Unintended Bias Metrics

Unintended bias can be uncovered by looking at differences in the score distributions between data mentioning a specific identity-term $s$ (subgroup $s$ distribution) and the rest (background distribution). Following [ 1, 2], the three per-term AUC-based bias scores are related to specific subgroups as follows:

AUC_Subgroup($s$): calculates AUC only on the data within the subgroup $s$. This represents model understanding and separability within the subgroup itself. A low value in this metric means the model does a poor job of distinguishing between misogynous and non-misogynous comments that mention the identity.
AUC_BPSN($s$): Background Positive Subgroup Negative (BPSN) calculates AUC on the misogynous examples from the background and the non-misogynous examples from the subgroup. A low value in this metric means that the model confuses non-misogynous examples that mention the identity-term with misogynous examples that do not, likely meaning that the model predicts higher misogynous scores than it should for non-misogynous examples mentioning the identity-term.
AUC_BNSP($s$): Background Negative Subgroup Positive (BNSP) calculates AUC on the non-misogynous examples from the background and the misogynous examples from the subgroup.
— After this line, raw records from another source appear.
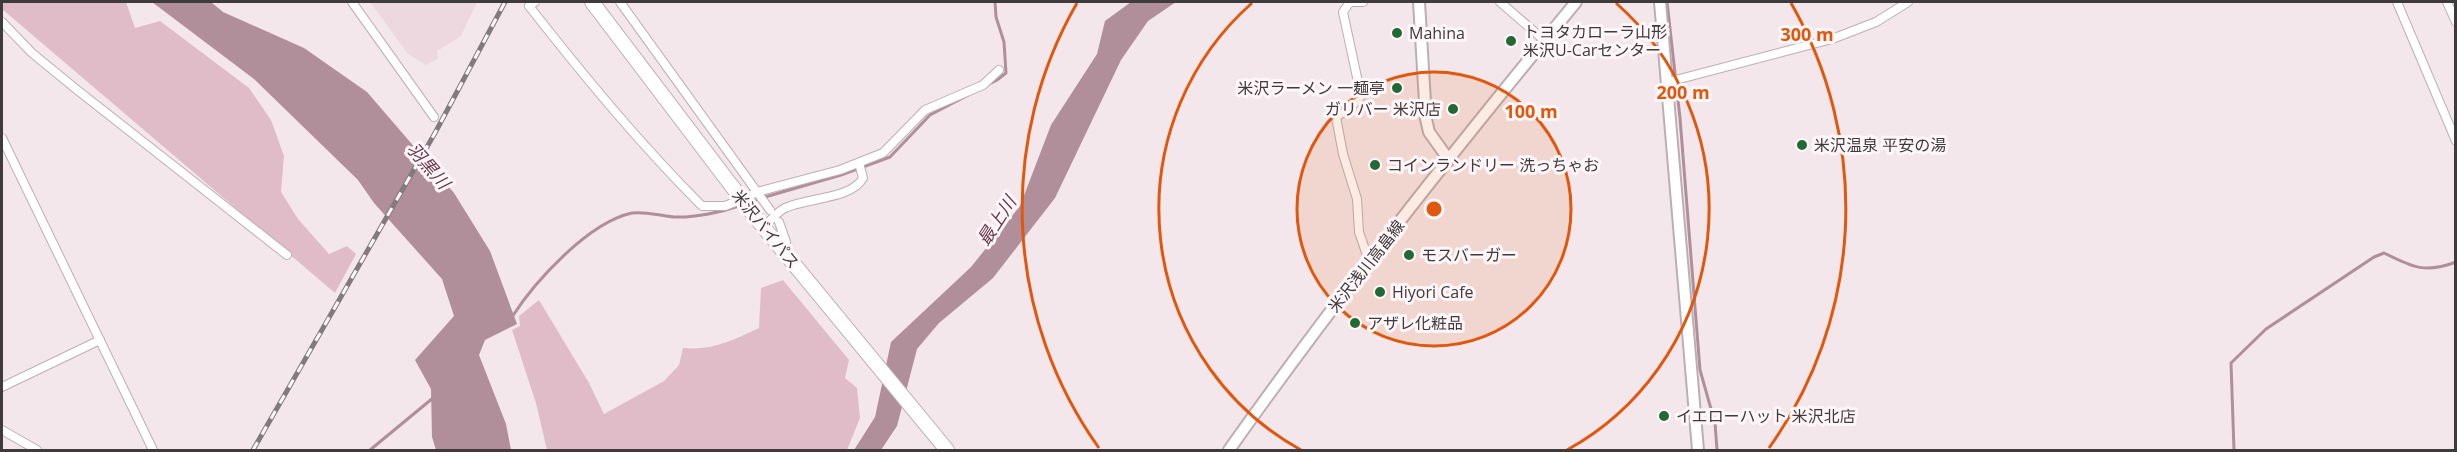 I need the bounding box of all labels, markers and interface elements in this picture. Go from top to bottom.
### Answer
place label: トヨタカローラ山形 米沢U-Carセンター [1523,21,1667,61]
place label: Mahina [1409,22,1465,44]
text: 300 m [1780,22,1834,46]
marker: Mahina [1390,26,1404,40]
marker: トヨタカローラ山形 米沢U-Carセンター [1504,34,1518,48]
place label: 米沢ラーメン 一麺亭 [1237,77,1385,99]
text: 200 m [1656,80,1710,104]
marker: 米沢ラーメン 一麺亭 [1390,81,1404,95]
place label: ガリバー 米沢店 [1325,98,1441,120]
text: 100 m [1504,99,1558,123]
marker: ガリバー 米沢店 [1446,102,1460,116]
place label: 米沢温泉 平安の湯 [1814,134,1946,156]
water label: 羽黒川 [402,137,457,195]
marker: 米沢温泉 平安の湯 [1795,138,1809,152]
place label: コインランドリー 洗っちゃお [1387,154,1599,176]
marker: コインランドリー 洗っちゃお [1368,158,1382,172]
street label: 米沢バイパス [727,185,805,273]
water label: 最上川 [971,190,1022,250]
centre of rings [1424,199,1444,219]
street label: 米沢浅川高畠線 [1323,215,1409,317]
place label: モスバーガー [1421,244,1517,266]
marker: モスバーガー [1402,248,1416,262]
place label: Hiyori Cafe [1392,281,1474,303]
marker: Hiyori Cafe [1373,285,1387,299]
place label: アザレ化粧品 [1367,312,1463,334]
marker: アザレ化粧品 [1348,316,1362,330]
place label: イエローハット 米沢北店 [1676,405,1856,427]
marker: イエローハット 米沢北店 [1657,409,1671,423] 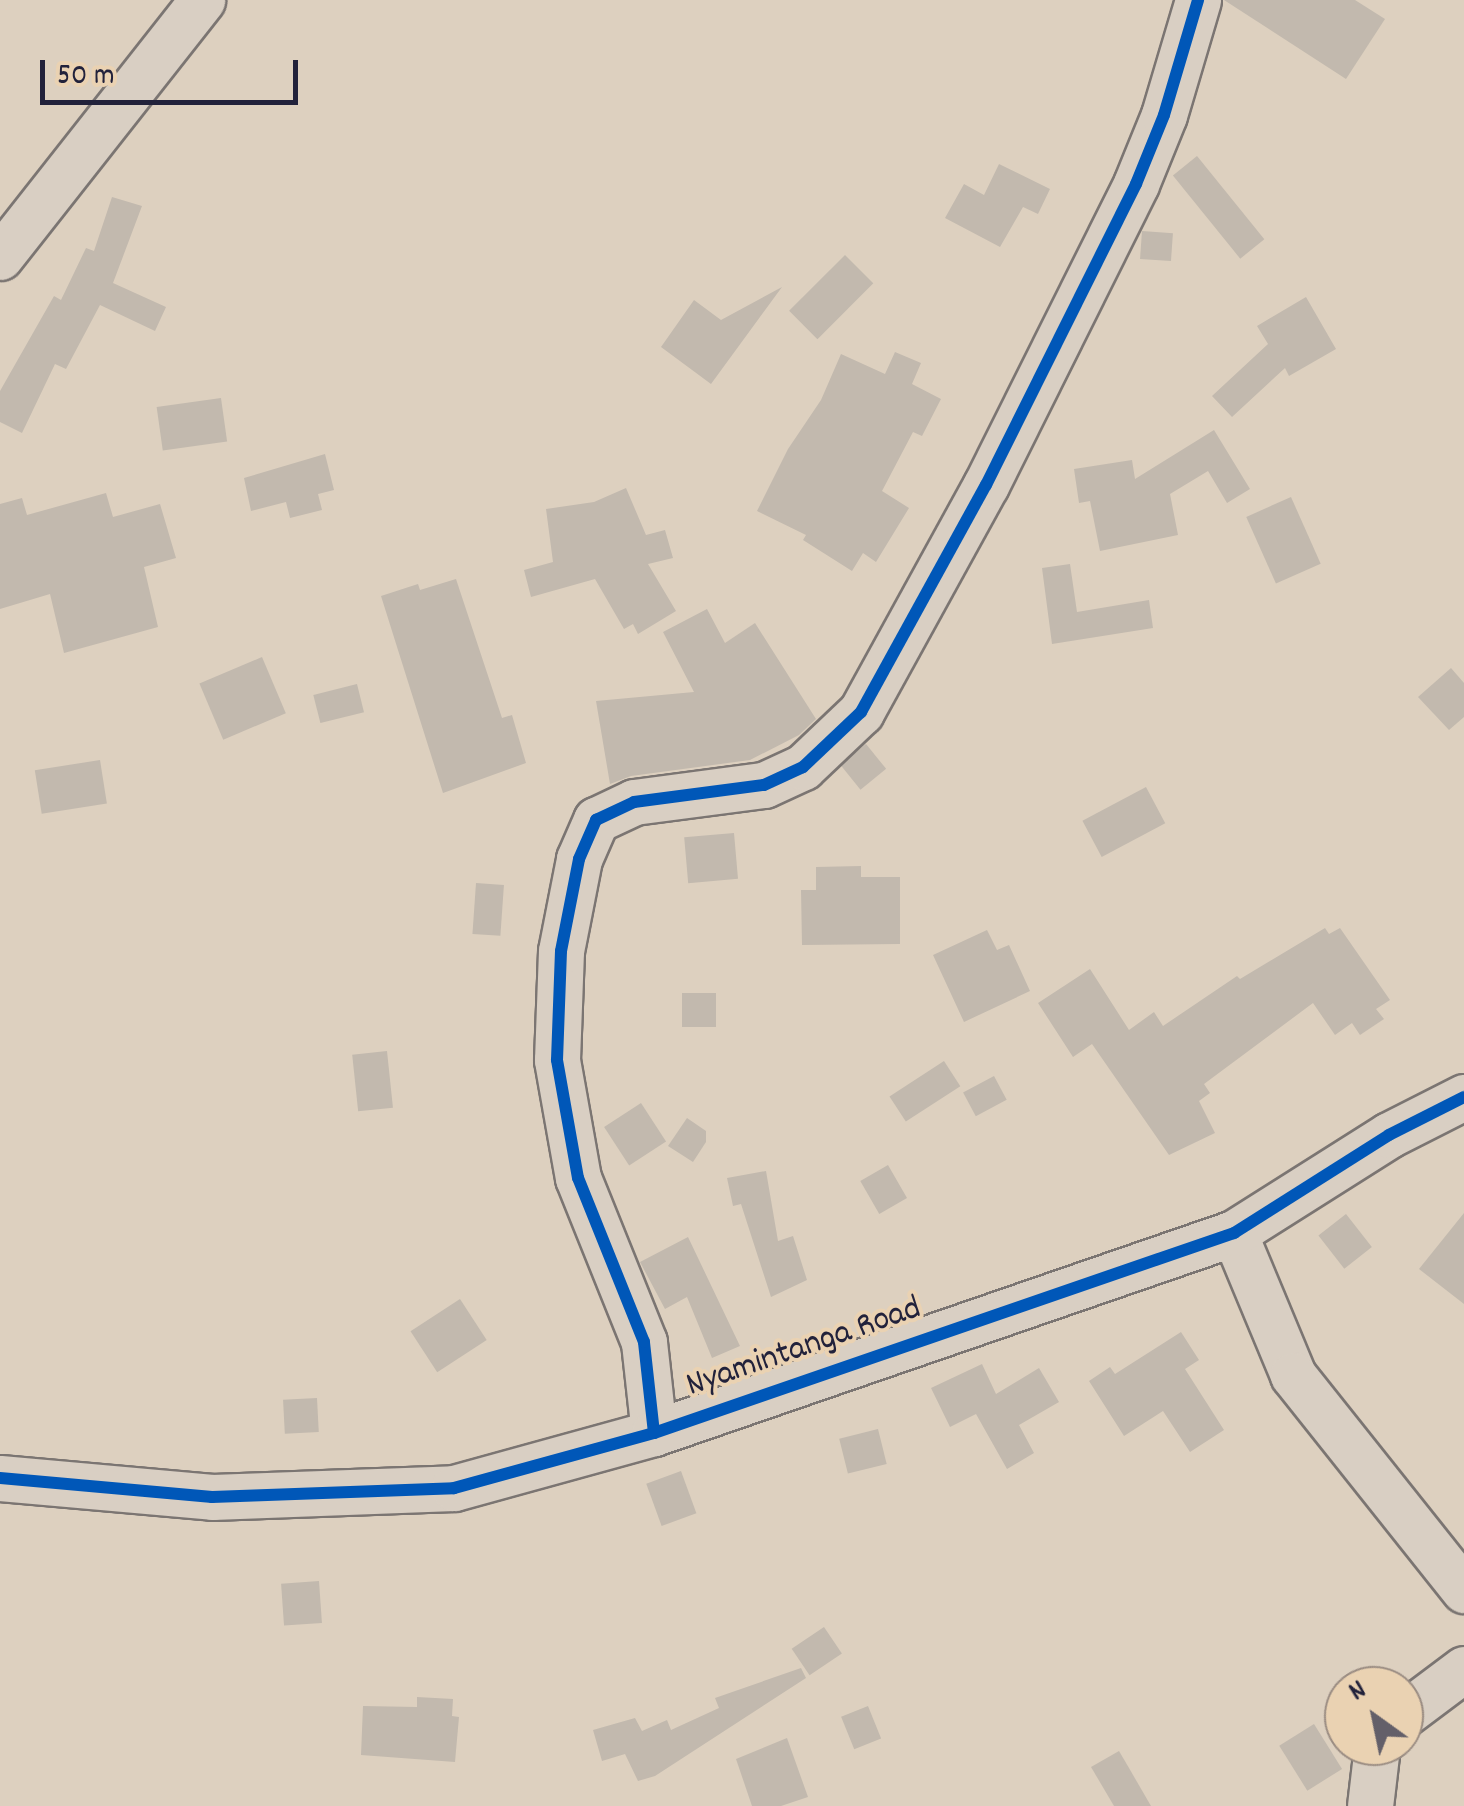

A low value here means that the model confuses misogynous examples that mention the identity with non-misogynous examples that do not, likely meaning that the model predicts lower misogynous scores than it should for misogynous examples mentioning the identity.

Reference

1. Borkan D., Dixon L., Sorensen J., Thain N., and Vasserman L. (2019). Nuanced Metrics for Measuring Unintended Bias with Real Data for Text Classification. In Companion of The 2019 World Wide Web Conference (WWW 2019). ACM.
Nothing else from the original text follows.